Although lacking in valuable historical information, the work of the Degree is replete instructions on the internal structure of the Order, especially in its lectures. The religious character of Masonry is impressed upon his mind and heart, not only by his confession of "trust in God," but by the open Bible upon the altar, and by his own dedication in prayer and mediation before the altar. The entire Ritual is a preliminary revelation on the internal structure of the Institution, and the symbols employed in the Degree are profoundly significant and instructive. The candidate now learns that a Masonic Lodge is an assemblage of Freemasons, duly congregated, having the Sacred Writings, Square, and Compass, and a Charter, or warrant of constitution, authorizing the Lodge to meet and work. It is also explained to him that the room or place in which the meeting is held represents some part of King Solomon’s Temple. The Lodge is supported by three great columns, Wisdom, Strength and Beauty, which are explained to the candidate. They are represented by the Master, Senior Warden and Junior Warden.

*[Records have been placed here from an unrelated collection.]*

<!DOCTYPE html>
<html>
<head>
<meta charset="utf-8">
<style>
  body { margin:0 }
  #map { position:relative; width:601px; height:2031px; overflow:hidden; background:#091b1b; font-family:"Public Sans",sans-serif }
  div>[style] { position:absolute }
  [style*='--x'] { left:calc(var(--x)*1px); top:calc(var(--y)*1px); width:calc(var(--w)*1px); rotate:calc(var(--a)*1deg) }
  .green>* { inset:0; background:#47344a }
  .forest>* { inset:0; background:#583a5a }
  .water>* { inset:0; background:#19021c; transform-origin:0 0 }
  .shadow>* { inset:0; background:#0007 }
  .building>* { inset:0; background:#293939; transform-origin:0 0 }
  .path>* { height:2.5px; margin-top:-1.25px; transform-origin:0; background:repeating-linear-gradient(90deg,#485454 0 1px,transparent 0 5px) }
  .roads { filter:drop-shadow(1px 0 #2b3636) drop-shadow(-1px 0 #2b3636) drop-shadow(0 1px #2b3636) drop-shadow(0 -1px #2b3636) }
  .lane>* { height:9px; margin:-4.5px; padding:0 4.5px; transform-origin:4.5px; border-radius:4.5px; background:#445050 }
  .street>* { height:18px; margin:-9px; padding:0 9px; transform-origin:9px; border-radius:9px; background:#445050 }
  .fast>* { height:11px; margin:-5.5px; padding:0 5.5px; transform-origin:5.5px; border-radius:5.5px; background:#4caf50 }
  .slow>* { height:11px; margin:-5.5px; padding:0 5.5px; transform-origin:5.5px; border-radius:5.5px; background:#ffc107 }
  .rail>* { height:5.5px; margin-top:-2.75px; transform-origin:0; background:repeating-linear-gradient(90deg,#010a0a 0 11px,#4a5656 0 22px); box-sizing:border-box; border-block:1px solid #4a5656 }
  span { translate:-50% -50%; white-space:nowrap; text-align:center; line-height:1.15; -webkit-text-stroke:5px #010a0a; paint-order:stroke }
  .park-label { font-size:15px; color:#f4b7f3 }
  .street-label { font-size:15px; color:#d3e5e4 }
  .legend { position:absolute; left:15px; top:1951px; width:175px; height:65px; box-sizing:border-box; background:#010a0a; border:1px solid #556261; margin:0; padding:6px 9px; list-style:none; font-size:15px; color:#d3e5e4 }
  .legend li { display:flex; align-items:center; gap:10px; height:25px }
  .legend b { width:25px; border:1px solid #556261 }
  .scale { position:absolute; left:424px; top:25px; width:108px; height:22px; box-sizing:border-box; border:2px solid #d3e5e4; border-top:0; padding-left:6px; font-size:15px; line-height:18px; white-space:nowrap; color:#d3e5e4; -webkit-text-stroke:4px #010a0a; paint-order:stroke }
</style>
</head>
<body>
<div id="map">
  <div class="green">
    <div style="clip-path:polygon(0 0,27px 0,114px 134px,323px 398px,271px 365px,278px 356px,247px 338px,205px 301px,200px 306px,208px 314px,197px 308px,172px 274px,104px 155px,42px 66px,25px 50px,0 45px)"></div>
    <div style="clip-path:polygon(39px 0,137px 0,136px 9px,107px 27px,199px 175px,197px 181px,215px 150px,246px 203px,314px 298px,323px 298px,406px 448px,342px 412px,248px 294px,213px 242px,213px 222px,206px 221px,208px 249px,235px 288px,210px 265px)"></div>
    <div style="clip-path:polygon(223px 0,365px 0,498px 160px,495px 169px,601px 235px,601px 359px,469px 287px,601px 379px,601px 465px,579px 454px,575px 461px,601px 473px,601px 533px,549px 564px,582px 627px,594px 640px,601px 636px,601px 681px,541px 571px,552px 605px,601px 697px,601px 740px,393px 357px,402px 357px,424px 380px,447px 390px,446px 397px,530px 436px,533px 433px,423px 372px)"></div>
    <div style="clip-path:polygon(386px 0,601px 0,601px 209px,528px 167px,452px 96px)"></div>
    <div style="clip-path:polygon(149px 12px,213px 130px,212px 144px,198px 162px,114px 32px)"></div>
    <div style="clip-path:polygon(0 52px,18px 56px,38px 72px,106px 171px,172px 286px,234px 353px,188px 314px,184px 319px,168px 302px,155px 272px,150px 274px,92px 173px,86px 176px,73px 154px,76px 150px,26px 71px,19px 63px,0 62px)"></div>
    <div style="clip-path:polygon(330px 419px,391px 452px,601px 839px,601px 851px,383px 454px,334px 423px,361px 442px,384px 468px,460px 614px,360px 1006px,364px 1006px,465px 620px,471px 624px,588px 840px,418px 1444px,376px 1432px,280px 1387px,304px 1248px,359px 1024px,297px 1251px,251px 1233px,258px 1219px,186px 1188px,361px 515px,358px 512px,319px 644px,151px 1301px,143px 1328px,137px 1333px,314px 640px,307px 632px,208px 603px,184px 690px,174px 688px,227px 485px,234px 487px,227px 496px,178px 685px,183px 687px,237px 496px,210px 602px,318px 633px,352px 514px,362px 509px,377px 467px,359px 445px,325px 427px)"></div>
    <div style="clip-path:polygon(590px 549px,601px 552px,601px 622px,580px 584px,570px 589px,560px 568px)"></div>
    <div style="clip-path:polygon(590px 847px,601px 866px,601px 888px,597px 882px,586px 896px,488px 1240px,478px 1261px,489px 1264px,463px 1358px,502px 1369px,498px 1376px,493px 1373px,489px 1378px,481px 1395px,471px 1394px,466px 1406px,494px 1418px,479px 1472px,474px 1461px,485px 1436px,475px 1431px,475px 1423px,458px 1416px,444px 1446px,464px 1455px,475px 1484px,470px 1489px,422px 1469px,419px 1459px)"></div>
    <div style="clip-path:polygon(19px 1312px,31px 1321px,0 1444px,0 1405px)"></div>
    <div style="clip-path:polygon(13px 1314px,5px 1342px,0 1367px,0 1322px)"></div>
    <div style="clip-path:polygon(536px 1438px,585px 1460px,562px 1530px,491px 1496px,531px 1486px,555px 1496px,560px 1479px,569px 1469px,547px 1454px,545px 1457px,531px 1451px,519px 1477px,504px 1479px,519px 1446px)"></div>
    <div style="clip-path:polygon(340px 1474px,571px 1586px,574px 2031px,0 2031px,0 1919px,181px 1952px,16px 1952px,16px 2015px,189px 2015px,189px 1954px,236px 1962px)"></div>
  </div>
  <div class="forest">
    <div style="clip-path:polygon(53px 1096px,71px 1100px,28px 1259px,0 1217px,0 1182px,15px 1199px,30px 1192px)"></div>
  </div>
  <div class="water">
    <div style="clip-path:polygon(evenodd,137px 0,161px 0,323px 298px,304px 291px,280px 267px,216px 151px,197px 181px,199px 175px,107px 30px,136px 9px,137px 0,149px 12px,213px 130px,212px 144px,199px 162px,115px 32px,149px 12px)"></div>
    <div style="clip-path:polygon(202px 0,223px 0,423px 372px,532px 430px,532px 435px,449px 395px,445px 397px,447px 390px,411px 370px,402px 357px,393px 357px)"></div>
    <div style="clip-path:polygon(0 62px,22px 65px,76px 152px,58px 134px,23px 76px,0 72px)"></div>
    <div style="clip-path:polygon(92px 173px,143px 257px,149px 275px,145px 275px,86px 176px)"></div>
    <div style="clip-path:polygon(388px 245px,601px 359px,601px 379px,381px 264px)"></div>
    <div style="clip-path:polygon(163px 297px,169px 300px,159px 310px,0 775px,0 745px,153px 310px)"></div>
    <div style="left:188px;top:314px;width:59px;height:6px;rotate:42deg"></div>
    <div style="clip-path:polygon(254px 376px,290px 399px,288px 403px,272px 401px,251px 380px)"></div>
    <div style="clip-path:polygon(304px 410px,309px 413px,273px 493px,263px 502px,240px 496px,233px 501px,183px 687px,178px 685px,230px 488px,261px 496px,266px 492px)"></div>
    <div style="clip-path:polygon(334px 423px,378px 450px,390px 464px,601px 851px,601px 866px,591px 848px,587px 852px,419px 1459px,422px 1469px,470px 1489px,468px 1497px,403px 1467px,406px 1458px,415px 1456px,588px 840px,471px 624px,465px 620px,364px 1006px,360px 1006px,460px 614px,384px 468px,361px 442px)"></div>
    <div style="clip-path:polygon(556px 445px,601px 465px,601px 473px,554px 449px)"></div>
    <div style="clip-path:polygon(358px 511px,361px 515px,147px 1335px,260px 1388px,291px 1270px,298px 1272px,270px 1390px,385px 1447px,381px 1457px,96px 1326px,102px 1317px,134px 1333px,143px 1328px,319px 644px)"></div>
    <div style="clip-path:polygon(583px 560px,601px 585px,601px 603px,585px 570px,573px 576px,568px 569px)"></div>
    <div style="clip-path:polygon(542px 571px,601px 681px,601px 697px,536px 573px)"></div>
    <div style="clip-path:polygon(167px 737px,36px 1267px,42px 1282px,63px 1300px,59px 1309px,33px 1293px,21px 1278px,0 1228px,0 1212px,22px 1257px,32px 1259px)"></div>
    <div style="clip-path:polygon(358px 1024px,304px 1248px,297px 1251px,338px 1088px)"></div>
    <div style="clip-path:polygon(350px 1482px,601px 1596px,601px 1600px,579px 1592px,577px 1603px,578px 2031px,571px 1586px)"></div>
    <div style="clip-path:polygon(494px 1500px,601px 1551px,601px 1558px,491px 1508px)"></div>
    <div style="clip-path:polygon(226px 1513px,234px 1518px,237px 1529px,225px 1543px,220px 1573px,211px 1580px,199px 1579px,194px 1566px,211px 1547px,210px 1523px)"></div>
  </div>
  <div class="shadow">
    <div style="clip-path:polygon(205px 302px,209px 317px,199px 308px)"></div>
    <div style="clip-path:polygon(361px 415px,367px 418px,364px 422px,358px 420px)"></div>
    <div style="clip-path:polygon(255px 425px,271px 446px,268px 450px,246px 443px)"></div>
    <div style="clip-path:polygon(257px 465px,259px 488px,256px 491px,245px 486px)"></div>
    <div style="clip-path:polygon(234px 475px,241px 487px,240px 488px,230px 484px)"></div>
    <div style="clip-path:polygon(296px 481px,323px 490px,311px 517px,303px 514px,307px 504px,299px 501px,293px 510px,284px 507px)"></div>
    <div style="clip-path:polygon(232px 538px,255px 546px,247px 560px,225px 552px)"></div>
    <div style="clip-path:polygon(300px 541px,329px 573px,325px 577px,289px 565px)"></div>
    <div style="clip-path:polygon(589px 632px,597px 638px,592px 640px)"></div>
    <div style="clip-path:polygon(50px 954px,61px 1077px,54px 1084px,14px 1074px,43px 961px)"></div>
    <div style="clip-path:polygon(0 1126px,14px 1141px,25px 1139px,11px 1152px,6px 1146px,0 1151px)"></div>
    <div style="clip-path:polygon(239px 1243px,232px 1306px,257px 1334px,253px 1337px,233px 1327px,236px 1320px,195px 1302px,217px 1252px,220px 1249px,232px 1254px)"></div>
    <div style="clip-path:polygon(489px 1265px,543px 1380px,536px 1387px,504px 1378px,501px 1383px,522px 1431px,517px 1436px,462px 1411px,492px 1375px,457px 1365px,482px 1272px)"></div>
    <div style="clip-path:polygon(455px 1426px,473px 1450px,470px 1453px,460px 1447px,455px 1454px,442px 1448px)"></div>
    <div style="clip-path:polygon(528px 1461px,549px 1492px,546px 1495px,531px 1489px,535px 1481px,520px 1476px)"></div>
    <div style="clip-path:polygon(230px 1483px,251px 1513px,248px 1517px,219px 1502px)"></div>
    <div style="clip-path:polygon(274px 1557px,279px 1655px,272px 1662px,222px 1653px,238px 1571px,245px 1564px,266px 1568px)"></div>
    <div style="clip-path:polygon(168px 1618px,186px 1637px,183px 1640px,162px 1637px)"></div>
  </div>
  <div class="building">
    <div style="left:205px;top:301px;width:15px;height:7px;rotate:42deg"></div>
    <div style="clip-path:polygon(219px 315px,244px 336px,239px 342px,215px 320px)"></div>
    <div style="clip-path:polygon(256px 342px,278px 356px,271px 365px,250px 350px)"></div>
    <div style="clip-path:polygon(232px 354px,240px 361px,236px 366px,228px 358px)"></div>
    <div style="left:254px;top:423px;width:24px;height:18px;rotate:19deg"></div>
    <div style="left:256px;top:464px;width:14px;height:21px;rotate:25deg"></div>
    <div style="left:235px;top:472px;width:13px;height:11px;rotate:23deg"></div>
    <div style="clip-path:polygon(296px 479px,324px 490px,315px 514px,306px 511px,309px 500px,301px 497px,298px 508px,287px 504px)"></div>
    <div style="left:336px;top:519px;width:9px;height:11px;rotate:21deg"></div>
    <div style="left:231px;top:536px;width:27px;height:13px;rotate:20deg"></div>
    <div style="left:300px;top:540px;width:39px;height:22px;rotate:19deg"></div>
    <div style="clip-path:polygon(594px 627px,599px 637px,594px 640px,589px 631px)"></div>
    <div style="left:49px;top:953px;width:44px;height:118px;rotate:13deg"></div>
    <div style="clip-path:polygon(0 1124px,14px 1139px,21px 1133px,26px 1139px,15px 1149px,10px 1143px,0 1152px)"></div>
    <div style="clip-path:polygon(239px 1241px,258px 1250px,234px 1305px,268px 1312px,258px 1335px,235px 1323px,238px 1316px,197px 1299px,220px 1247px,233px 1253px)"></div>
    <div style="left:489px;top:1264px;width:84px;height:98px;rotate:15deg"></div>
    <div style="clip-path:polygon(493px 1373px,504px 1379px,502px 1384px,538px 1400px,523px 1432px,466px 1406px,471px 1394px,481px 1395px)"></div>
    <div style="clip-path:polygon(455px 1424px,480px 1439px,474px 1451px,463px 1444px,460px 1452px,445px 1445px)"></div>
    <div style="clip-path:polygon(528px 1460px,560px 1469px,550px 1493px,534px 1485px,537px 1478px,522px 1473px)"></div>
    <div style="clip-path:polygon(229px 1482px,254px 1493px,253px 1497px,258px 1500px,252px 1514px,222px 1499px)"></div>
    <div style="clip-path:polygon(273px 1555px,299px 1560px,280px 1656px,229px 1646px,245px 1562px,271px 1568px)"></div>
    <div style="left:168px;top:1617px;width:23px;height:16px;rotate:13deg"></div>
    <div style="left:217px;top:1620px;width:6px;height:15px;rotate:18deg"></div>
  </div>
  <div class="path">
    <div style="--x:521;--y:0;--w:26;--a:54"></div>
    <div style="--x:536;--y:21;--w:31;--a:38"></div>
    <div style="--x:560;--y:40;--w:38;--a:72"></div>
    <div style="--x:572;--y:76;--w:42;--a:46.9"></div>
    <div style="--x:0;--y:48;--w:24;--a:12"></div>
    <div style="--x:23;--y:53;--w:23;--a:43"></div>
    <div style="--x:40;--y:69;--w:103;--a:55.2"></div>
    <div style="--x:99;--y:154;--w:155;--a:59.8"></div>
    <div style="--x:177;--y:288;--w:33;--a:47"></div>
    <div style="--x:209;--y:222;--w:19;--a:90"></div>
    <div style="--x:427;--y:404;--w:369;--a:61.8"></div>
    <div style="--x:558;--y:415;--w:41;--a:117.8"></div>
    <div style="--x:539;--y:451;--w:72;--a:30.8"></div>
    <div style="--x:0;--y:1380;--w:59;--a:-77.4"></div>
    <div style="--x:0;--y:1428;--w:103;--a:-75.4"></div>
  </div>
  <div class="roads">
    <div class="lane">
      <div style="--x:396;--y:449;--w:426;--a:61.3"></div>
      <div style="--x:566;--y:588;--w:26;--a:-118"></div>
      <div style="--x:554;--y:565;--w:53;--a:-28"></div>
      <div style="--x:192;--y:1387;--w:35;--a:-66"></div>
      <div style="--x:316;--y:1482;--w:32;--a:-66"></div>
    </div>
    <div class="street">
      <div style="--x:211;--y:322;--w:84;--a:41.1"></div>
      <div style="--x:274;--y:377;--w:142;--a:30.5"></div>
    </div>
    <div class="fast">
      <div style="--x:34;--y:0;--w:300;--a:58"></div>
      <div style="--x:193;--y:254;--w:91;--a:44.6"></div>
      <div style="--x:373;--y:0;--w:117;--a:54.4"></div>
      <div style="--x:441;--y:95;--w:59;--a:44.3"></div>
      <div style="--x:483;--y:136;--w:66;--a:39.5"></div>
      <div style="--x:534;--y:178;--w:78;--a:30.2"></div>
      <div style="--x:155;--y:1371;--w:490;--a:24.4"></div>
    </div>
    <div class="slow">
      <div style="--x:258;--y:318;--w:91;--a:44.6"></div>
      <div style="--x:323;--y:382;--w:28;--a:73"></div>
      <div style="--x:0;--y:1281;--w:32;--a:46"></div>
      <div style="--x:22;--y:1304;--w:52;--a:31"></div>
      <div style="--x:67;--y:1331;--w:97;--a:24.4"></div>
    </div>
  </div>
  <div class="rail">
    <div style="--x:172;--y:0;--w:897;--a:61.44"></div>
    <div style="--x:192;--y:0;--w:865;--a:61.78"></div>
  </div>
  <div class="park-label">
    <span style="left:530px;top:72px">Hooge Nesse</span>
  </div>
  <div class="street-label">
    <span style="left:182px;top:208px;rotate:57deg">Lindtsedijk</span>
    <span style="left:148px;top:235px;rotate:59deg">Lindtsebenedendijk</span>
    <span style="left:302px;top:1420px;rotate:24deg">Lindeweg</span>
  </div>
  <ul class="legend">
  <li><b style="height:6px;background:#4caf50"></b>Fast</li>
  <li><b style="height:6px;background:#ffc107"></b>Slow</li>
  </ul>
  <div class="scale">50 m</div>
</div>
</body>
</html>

In properly comprehending "what is done unto him," the course of his movements around the Lodge Room, the significance of the symbols employed, and the lectures given, including every phase of the Ritual, the Entered Apprentice Mason realizes that he has begun a noble pursuit for Truth. The aspiration of his soul toward Absolute and Infinite Intelligence is encouraged and strengthened. The faculties of his mind have been directed toward the Great Architect Of The Universe, his own Creator, Preserver, and Benefactor. Through the majestic irradiations of thought, meditation, prayer and sublime comprehensions of instructions given, his soul pierces through the shadows of materialism and earthiness toward the Light for which his search has begun. He is prepared for his onward and upward course in Freemasonry, and when he has proved his proficiency in the work of the Entered Apprentice Degree, he will be ready for the next Degree of Blue Lodge Masonry.
The Entered Apprentice is taught in the First Degree that Masonry is based on three great principles; Brotherly Love, Relief and Truth; and of the three grand virtues (Faith, Hope and Charity) that of Charity is the greatest. He is also told to practice that virtue cheerfully but without detriment to ourselves or our families. The three great principles are thus explained:
Brotherly Love - to practice of charity towards our Brethren in adversity; to treat them as equals, to render every kind office that justice or mercy may require.
Relief - to assist them when they are in need, and if worthy of our aid to render such to them if within our power so to do; by visiting them and their families in their times of want. But, most of all doing for them and theirs in all things as we would they should do for us, in similar circumstances.
Truth - to seek after knowledge and wisdom necessary for building, within our own hearts, that Temple called "Self", which will be a glorification of He who created us, that we may give Him that reverence which is His due thereby making us worthy of His aid in all our undertakings and sufferings.
The Entered Apprentice Mason is then entrusted with certain secrets of the Order, all of them moral, ethical and wholesome, and is pledged to "keep counsel of all things spoken in the Lodge or chamber by any Masons, Fellows or Free Masons." He is invested with certain "Secret Words," which, of course, he must keep inviolate and communicate them only in accordance with Masonic Law.